Bernard (Barney) Oliver

Barney Oliver

Barney Oliver had an early interest in astronomy but opted to study electrical engineering, a decision based on his expectation that there would be few jobs in astronomy during the Depression. A personal acquaintance of Bill Hewlett and David Packard, Oliver eventually joined their fledgling company as the first Director of what became Hewlett-Packard Labs. More than anyone else, he was responsible for the development of the pocket calculator.

In 1961, intrigued by the pioneer SETI observations of Frank Drake, Oliver flew to Green Bank, West Virginia to take part in the first conference devoted to the search for intelligence in the universe. A decade later, Oliver, together with NASA’s John Billingham, directed a summer study at the Ames Research Center on how to use radio telescopes to find extraterrestrial societies. The resulting “Cyclops Report” became the basis for many modern SETI efforts.

The development of a NASA SETI project (eventually named the High-Resolution Microwave Survey) led to the creation of the SETI Institute. Oliver had funded Tom Pierson from San Francisco State University to study several alternative business plans in order to make more efficient use of the available NASA funds. The best model was a non-profit institute that would become the employer of all the local soft-money faculty with whom the NASA team was contracting (at indirect cost rates of 100 percent.) An institute could then set an IDC rate that reflected the true price of doing business, closer to 20 percent. Oliver eventually served as senior manager of the NASA SETI program.

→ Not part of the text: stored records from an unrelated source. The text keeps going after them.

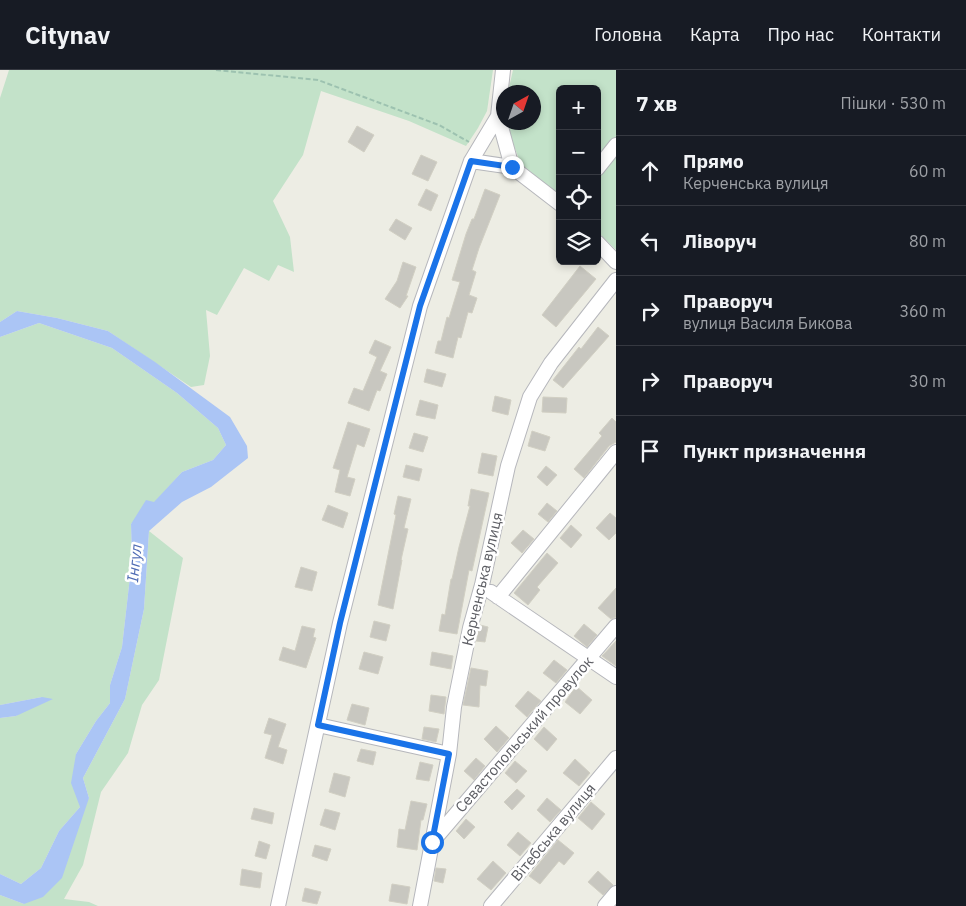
<!DOCTYPE html>
<html lang="uk">
<meta charset="utf-8">
<style>
body{margin:0;font-family:"IBM Plex Sans",sans-serif;background:#20242c;color:#f1f3f6}
.controls{position:absolute;right:15px;top:15px;display:grid;overflow:hidden;border-radius:8px;box-shadow:0 2px 8px #0003}
.controls button{width:45px;height:45px;display:grid;place-items:center;padding:0;border:0;border-bottom:1px solid #363941;background:#171b24;color:#f1f3f6;font:25px sans-serif}
.compass{position:absolute;left:496px;top:15px;width:45px;height:45px;border-radius:50%;background:#171b24;box-shadow:0 2px 8px #0003;rotate:40deg}
.stop{position:absolute;width:15px;height:15px;margin:-11px;border:4px solid #1a73e8;border-radius:50%;background:#fff}
.stop.end{background:#1a73e8;border-color:#fff;box-shadow:0 1px 5px #0008}
.list{margin:0;padding:0;list-style:none}
h2{display:flex;justify-content:space-between;align-items:center;height:65px;margin:0;padding:0 20px;font-size:21px}
h2 small{font-size:16px;font-weight:400;color:#9ea1a6}
.list li{display:grid;grid-template-columns:32px 1fr auto;gap:15px;align-items:center;box-sizing:border-box;height:70px;padding:0 20px;border-top:1px solid #363941}
.list b{display:block;font-size:19px;white-space:nowrap}
.list p{margin:0;font-size:16px;white-space:nowrap;color:#9ea1a6}
.list em{font-size:16px;font-style:normal;color:#9ea1a6}
.icon{flex:none;width:28px;height:28px;fill:none;stroke:currentColor;stroke-width:2;stroke-linecap:round;stroke-linejoin:round}
.map{position:relative;flex:none;width:616px;height:836px;overflow:hidden}
header{display:flex;align-items:center;gap:30px;box-sizing:border-box;height:70px;padding:0 25px;background:#171b24;border-bottom:1px solid #363941}
header strong{font-size:24px}
nav{display:flex;gap:28px;margin-inline-start:auto;font-size:18px}
main{display:flex}
aside{flex:1;background:#171b24}
.map>svg:first-child{display:block}
.green{fill:#c3e2c9}
.water{fill:#abc5f5}
.building{fill:#c8c7c0;stroke:#d1cfc3}
.lines{fill:none;stroke-linecap:round;stroke-linejoin:round}
.minor-casing{stroke:#b6b7bc;stroke-width:16}
.path{stroke:#9dc2b0;stroke-width:2;stroke-dasharray:5 2.5;stroke-linecap:butt}
.minor{stroke:#fff;stroke-width:14}
.route{stroke:#1a73e8;stroke-width:6}
.labels{text-anchor:middle;dominant-baseline:central;stroke-width:5;stroke-linejoin:round;paint-order:stroke}
.street-label{font-size:15px;fill:#5c5d63;stroke:#fff}
.water-label{font-size:16px;font-style:italic;fill:#516db5;stroke:#fff}
</style>
<header>
<strong>Citynav</strong>
<nav><a>Головна</a><a>Карта</a><a>Про нас</a><a>Контакти</a></nav>
</header>
<main>
<div class="map">
<svg width="616" height="836" viewBox="0 0 616 836">
<rect width="100%" height="100%" fill="#edede4"/>
<path class="green" d="M9 0H493L487 41 478 58 466 76 409 51 321 21 303 85 273 131 290 167 294 202 278 195 269 211 244 198 217 245 206 240 210 286 204 315 191 317 108 261 57 248 17 241 0 252V28Z
M513 0H616V180L597 161V19H560V126L521 94 505 53 534 52V22H508Z
M39 253 112 278 177 323 218 358 226 375 213 390 182 402 154 433 131 454 132 489 122 577 110 615V633L96 651 76 684 80 737 59 761 41 798 21 814 0 804V648L16 646 42 627 0 635V267Z
M149 461 183 488 159 610 142 635 128 683 101 722 83 795 64 829 89 832 98 836H0V825L24 834 89 728 83 708 125 629 144 539Z"/>
<path class="water" d="M17 241 57 248 108 261 155 292 230 347 247 376 248 388 211 417 182 432 149 461 144 539 125 629 83 708 89 728 62 808 43 827 24 834 0 825V804L21 814 41 798 59 761 80 737 71 713 76 684 96 651 110 633V615L122 577 132 489 131 454 146 430 154 432 182 402 213 390 226 375 218 358 177 323 112 278 39 253 0 267V252Z
M42 627 53 629 16 646 0 648V635Z"/>
<path class="building" d="M357 56 374 65 364 82 348 72Z
M421 85 437 92 428 111 412 104Z
M426 119 438 125 431 141 418 135Z
M485 119 500 125 479 178 472 200 476 202 469 225 477 228 472 243 468 242 461 268 458 267 453 288 435 283 438 271H441L447 247 449 248 460 212 452 210 466 164 472 149H474Z
M396 149 412 158 405 170 389 160Z
M403 192 416 197 406 226H408L400 238 385 229 397 211Z
M580 196 596 209 556 257 542 245Z
M598 257 609 266 563 318 553 310 579 277 581 279Z
M375 270 391 277 380 301 387 304 380 321 377 320 369 341 348 333 354 318 363 321 377 287 369 283Z
M427 299 446 304 442 317 424 312Z
M495 326 511 330 508 345 492 341Z
M543 327 567 328 566 343 542 342Z
M420 330 438 335 435 349 416 345Z
M612 348 616 352V372L609 376 584 408 574 399 602 366 599 363Z
M348 352 370 359 364 377 357 374 347 407 355 409 350 426 335 422 340 400 333 398Z
M532 361 550 367 545 381 528 376Z
M414 363 428 367 423 382 409 378Z
M482 383 497 386 493 406 478 403Z
M406 395 422 399 419 411 403 407Z
M546 396 557 405 547 416 537 407Z
M471 419 489 423 472 501 469 500 457 564 439 561 442 544 445 545 451 509H452L459 477 470 436H468Z
M398 426 411 429 404 458 408 459 401 490H402L393 539 378 535 396 445 394 444Z
M547 433 557 441 548 452 538 444Z
M328 435 348 443 343 458 322 450Z
M610 443 616 448V463L609 470 596 458Z
M571 455 582 465 571 478 560 468Z
M523 460 534 469 522 483 511 473Z
M547 483 558 493 537 517 540 520 528 535 514 523Z
M301 497 317 502 312 521 295 517Z
M616 518V547L611 549 598 538Z
M374 551 390 555 386 571 370 567Z
M584 554 597 565 587 577 574 566Z
M480 555 488 557 485 572 476 571Z
M302 556 315 559 313 567 316 568 306 598 279 590 283 577 295 581Z
M616 571V596L602 586Z
M364 582 383 587 378 604 359 599Z
M432 582 453 586 451 599 430 595Z
M554 590 567 600 556 613 543 603Z
M471 598 488 601 486 616 480 615 479 637 463 635Z
M576 616 592 630 580 644 565 632Z
M528 621 541 631 527 647 515 636Z
M431 625 446 627 444 644 429 641Z
M352 634 369 638 365 655 347 650Z
M269 648 286 654 278 677 287 680 283 694 265 688 272 665 264 663Z
M496 656 509 668 497 682 484 669Z
M424 657 439 659 436 672 422 669Z
M544 657 557 669 547 681 534 669Z
M361 679 376 682 373 695 357 691Z
M476 688 485 696 474 710 464 701Z
M575 689 590 703 579 716 563 703Z
M515 691 527 701 516 713 505 703Z
M420 692 433 695 429 711 416 709Z
M334 703 350 707 345 727 329 722Z
M517 719 525 726 512 740 504 732Z
M547 728 561 740 550 752 537 740Z
M411 731 427 734 423 750H421L417 780 397 777 399 759 405 760Z
M591 732 605 744 592 760 578 748Z
M254 738 274 743 272 754 251 749Z
M325 739 340 743 335 760 320 755Z
M466 749 475 757 464 769 456 761Z
M518 762 531 773 520 786 507 775Z
M558 770 574 783 564 795 559 791 540 814 529 806Z
M259 771 270 775 266 789 255 786Z
M315 775 331 779 327 791 312 786Z
M493 791 506 803 491 820 477 809Z
M436 798 446 799 443 813 434 811Z
M242 799 262 803 260 818 240 815Z
M598 801 613 815 603 825 588 812Z
M392 814 410 817 407 834 389 831Z
M305 818 321 822 317 834 302 831Z"/>
<g class="lines">
<g class="minor-casing">
<path id="minor" d="M503 0 498 46 512 97 560 134
M471 91 512 97
M597 99 616 75
M597 172 616 192
M491 522 616 607
M498 527 616 382
M318 655 449 684
M433 771 616 556
M278 836 340 553 420 236 471 91 498 46
M420 836 449 684 454 637 470 558 482 515 508 396 530 327 551 293 616 210
M491 836 616 688
M605 836 616 823"/>
</g>
<path class="path" d="M216 0 318 10 439 55 469 72"/>
<use href="#minor" class="minor"/>
</g>
<g class="lines">
<path class="route" d="M432 772 449 684 318 655 340 553 420 236 471 91 512 97"/>
</g>
<g class="labels">
<g class="street-label">
<text transform="translate(482 509) rotate(-77)">Керченська вулиця</text>
<text transform="translate(524 664) rotate(-49)">Севастопольський провулок</text>
<text transform="translate(553 762) rotate(-50)">Вітебська вулиця</text>
</g>
<g class="water-label">
<text transform="translate(134 493) rotate(-84)">Інгул</text>
</g>
</g>
</svg>
<div class="controls">
<button>+</button>
<button>−</button>
<button><svg class="icon" aria-label="locate" viewBox="0 0 24 24"><circle cx="12" cy="12" r="6"/><path d="M12 2v4M12 18v4M2 12h4M18 12h4"/></svg></button>
<button><svg class="icon" aria-label="layers" viewBox="0 0 24 24"><path d="M12 4l9 5-9 5-9-5zM3 14l9 5 9-5"/></svg></button>
</div>
<svg class="compass" viewBox="-18 -18 36 36"><path d="M0-13l5 13h-10z" fill="#e53935"/><path d="M0 13l5-13h-10z" fill="#9ea1a6"/></svg>
<div class="stop" style="left:432px;top:772px"></div>
<div class="stop end" style="left:512px;top:97px"></div>
</div>
<aside>
<h2>7 хв<small>Пішки · 530 m</small></h2>
<ul class="list">
<li><svg class="icon" aria-label="ahead" viewBox="0 0 24 24"><path d="M12 20V5M6 11l6-6 6 6"/></svg><div><b>Прямо</b><p>Керченська вулиця</p></div><em>60 m</em></li>
<li><svg class="icon" aria-label="left" viewBox="0 0 24 24"><path d="M17 20v-9H6M10 6l-5 5 5 5"/></svg><div><b>Ліворуч</b></div><em>80 m</em></li>
<li><svg class="icon" aria-label="right" viewBox="0 0 24 24"><path d="M7 20v-9h11M14 6l5 5-5 5"/></svg><div><b>Праворуч</b><p>вулиця Василя Бикова</p></div><em>360 m</em></li>
<li><svg class="icon" aria-label="right" viewBox="0 0 24 24"><path d="M7 20v-9h11M14 6l5 5-5 5"/></svg><div><b>Праворуч</b></div><em>30 m</em></li>
<li><svg class="icon" aria-label="arrive" viewBox="0 0 24 24"><path d="M6 21V4h12l-3 4 3 4H6"/></svg><div><b>Пункт призначення</b></div></li>
</ul>
</aside>
</main>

In 1993, when Congressional action ended NASA’s involvement in SETI, Oliver was the motive power behind the effort to find philanthropic funding to continue the search.

Oliver’s legacy is manifest in the enormous body of ideas and insights he left behind, as well as in the support that has allowed the SETI Institute to continue blazing the trail he opened. An endowed chair with his name is now the locus of SETI research at the Institute.

With his stentorian voice and incandescent intelligence, Oliver was a central figure in the blossoming of both the Silicon Valley and modern SETI.